(GIVEN ENTRIES)
- - -

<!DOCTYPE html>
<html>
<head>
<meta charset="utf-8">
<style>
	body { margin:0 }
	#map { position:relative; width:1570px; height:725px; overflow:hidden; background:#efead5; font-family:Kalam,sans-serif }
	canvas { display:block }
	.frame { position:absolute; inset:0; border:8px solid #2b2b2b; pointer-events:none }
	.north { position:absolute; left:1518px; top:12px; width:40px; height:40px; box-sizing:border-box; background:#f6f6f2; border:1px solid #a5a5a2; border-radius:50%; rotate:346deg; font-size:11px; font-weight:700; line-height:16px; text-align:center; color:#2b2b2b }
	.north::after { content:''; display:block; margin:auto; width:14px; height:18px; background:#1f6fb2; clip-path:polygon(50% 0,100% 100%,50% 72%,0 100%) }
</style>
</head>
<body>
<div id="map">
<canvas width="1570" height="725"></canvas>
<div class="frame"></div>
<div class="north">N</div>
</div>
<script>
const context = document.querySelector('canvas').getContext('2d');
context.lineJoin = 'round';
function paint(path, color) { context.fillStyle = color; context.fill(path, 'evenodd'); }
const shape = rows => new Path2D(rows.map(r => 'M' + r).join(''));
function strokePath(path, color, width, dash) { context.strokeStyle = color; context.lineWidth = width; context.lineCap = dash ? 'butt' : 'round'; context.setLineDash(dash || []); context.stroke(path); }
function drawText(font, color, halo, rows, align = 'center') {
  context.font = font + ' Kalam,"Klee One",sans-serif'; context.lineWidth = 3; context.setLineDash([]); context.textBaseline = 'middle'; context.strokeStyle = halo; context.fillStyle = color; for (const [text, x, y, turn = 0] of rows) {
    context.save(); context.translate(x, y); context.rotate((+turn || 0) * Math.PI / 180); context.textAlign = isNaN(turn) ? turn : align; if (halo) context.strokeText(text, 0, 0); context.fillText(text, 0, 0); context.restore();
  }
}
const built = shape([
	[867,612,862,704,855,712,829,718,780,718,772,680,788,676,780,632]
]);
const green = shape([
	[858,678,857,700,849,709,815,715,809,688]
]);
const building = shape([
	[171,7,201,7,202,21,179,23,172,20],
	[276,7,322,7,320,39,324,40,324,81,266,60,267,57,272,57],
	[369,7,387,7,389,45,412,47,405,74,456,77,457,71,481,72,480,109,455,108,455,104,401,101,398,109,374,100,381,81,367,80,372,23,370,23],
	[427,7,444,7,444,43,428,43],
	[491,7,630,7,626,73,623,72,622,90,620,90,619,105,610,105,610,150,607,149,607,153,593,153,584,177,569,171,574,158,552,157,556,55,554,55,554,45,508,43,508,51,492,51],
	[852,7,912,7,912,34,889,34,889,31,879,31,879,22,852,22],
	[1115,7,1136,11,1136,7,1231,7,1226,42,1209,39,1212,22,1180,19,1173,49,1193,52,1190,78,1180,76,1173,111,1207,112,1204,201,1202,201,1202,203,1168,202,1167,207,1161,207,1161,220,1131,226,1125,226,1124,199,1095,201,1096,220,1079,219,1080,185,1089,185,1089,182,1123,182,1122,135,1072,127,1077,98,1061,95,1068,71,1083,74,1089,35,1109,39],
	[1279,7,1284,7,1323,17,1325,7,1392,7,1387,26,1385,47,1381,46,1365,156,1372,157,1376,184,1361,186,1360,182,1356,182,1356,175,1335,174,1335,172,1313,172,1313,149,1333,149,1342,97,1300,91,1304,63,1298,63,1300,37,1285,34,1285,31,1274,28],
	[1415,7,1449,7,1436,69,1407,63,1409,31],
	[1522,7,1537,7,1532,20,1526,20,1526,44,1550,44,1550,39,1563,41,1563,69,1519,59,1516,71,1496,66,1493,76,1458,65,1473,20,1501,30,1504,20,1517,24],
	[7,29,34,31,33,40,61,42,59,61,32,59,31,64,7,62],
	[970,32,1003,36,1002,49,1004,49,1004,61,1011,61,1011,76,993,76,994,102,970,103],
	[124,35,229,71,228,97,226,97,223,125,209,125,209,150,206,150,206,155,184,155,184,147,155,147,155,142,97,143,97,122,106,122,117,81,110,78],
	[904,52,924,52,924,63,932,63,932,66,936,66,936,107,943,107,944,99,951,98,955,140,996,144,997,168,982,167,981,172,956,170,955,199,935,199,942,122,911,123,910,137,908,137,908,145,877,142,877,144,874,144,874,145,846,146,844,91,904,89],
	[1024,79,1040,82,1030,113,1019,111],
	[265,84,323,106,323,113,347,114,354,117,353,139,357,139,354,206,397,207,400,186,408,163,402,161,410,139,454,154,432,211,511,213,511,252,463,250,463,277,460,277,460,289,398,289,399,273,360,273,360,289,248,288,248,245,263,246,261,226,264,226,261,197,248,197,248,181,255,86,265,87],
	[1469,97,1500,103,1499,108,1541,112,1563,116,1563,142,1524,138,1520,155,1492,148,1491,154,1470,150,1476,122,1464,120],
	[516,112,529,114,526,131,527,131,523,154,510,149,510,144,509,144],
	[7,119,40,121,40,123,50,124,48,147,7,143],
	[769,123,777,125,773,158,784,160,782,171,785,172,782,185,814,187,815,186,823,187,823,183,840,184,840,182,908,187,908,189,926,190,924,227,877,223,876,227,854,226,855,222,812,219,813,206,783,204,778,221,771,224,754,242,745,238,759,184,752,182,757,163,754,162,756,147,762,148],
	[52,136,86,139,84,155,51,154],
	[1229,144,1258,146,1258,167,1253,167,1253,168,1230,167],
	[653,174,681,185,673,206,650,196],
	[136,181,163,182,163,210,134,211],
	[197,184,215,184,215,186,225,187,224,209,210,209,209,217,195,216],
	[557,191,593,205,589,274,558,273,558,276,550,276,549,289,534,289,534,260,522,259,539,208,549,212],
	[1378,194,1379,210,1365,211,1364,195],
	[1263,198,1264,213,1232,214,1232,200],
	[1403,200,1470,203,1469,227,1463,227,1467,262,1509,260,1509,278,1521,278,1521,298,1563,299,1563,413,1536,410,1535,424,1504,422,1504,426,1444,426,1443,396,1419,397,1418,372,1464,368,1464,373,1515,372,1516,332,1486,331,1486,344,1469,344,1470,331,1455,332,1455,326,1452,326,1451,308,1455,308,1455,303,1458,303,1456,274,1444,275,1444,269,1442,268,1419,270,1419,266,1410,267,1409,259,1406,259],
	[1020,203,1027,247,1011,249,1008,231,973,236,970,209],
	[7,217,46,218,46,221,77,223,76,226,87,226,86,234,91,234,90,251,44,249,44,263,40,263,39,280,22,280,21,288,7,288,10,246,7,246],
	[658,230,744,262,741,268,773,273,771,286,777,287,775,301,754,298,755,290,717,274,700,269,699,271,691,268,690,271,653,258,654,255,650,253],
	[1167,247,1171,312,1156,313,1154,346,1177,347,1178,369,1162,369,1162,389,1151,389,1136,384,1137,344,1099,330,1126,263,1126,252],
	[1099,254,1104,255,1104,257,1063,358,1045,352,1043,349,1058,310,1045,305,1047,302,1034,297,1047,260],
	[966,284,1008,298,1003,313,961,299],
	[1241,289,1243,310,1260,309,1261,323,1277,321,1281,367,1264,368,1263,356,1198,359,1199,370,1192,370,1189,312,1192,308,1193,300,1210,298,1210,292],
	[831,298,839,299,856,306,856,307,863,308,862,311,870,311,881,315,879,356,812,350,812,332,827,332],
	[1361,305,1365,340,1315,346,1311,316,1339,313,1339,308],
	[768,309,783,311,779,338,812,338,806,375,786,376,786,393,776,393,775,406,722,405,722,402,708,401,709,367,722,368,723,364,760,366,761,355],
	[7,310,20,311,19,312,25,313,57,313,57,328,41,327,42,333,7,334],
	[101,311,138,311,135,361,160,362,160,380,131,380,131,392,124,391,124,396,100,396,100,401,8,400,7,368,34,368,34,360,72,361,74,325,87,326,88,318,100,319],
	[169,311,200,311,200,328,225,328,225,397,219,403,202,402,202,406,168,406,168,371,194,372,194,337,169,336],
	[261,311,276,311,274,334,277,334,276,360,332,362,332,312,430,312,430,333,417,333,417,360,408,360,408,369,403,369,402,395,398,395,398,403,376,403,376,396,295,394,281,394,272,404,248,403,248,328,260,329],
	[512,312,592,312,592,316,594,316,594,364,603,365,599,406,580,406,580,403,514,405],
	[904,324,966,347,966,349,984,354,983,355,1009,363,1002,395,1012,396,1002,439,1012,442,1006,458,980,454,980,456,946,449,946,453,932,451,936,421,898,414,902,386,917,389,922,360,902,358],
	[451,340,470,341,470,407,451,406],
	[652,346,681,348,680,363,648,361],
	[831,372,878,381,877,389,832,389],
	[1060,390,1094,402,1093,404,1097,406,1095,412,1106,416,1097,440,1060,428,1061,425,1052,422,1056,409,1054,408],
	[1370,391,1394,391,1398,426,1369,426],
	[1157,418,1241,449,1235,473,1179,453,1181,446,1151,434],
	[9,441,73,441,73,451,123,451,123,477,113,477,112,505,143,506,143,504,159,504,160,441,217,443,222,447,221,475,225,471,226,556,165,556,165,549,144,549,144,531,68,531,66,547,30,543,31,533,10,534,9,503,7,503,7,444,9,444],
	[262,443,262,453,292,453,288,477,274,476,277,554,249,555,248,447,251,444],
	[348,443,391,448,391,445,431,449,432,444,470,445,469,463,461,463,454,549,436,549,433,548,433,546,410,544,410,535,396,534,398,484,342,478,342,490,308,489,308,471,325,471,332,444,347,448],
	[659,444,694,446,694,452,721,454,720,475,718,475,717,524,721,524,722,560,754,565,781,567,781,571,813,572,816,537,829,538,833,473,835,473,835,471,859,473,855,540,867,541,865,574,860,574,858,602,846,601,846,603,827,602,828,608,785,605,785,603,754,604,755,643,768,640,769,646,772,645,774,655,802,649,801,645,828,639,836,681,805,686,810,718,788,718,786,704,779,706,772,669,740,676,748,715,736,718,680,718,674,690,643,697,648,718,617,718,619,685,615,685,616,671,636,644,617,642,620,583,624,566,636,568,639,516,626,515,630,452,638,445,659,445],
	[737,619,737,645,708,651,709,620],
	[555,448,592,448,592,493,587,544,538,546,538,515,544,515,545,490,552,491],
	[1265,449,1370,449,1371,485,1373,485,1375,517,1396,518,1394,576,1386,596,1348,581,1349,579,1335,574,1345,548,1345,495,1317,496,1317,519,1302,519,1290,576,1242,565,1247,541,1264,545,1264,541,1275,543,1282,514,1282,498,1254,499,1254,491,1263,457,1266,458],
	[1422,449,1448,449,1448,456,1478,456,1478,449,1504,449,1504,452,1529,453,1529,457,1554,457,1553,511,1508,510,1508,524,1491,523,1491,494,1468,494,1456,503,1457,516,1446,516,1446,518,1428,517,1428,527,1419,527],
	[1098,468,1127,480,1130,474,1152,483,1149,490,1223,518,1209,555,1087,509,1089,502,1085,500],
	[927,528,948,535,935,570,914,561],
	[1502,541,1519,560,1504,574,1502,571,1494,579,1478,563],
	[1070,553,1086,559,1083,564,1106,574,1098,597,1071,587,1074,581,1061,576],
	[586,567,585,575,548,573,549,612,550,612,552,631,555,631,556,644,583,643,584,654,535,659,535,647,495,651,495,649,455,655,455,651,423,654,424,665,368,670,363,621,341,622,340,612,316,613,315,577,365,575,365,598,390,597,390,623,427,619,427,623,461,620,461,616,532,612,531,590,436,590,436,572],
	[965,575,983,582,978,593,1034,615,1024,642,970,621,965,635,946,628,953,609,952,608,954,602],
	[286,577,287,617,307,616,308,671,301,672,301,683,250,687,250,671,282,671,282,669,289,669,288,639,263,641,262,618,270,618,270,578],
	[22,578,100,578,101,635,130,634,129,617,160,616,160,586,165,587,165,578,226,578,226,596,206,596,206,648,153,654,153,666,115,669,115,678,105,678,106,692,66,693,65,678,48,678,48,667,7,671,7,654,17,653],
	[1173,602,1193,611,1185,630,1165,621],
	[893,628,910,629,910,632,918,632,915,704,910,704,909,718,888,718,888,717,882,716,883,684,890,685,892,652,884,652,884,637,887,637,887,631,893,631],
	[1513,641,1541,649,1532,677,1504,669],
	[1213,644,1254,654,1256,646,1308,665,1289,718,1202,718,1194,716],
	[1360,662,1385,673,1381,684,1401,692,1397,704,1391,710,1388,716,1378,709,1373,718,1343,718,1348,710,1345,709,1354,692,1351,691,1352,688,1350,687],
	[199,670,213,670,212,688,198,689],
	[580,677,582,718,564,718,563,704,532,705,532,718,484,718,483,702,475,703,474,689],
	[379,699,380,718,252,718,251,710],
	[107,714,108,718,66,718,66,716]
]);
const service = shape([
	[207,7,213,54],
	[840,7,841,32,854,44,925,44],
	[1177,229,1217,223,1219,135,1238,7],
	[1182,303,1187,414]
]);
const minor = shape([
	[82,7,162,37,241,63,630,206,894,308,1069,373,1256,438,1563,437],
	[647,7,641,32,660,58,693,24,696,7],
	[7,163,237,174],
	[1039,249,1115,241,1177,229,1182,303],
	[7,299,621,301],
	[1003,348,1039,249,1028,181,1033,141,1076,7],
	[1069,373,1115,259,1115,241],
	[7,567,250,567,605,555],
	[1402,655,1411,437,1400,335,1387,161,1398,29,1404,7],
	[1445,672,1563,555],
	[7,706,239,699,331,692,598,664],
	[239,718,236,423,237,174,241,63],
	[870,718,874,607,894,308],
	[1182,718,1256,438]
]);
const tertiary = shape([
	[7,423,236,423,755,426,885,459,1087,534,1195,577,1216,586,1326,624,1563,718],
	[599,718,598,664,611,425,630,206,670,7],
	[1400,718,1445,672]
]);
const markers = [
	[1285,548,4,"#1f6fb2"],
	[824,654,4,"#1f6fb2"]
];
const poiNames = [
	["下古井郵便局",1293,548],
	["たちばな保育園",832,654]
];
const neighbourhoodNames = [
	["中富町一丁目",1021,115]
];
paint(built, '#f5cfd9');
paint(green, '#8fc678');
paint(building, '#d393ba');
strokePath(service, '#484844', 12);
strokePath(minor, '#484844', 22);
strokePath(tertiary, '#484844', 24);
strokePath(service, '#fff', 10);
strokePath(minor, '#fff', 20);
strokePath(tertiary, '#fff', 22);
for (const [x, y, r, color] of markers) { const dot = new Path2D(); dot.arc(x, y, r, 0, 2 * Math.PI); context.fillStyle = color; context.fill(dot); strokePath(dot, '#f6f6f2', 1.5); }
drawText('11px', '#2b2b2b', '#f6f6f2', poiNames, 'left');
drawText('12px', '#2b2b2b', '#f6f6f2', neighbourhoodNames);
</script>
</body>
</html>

- - -

(WHAT IS BEING ASKED) Lines with "function": copy every one of them from the listing above.

(EXERCISE ANSWER)
function paint(path, color) { context.fillStyle = color; context.fill(path, 'evenodd'); }
function strokePath(path, color, width, dash) { context.strokeStyle = color; context.lineWidth = width; context.lineCap = dash ? 'butt' : 'round'; context.setLineDash(dash || []); context.stroke(path); }
function drawText(font, color, halo, rows, align = 'center') {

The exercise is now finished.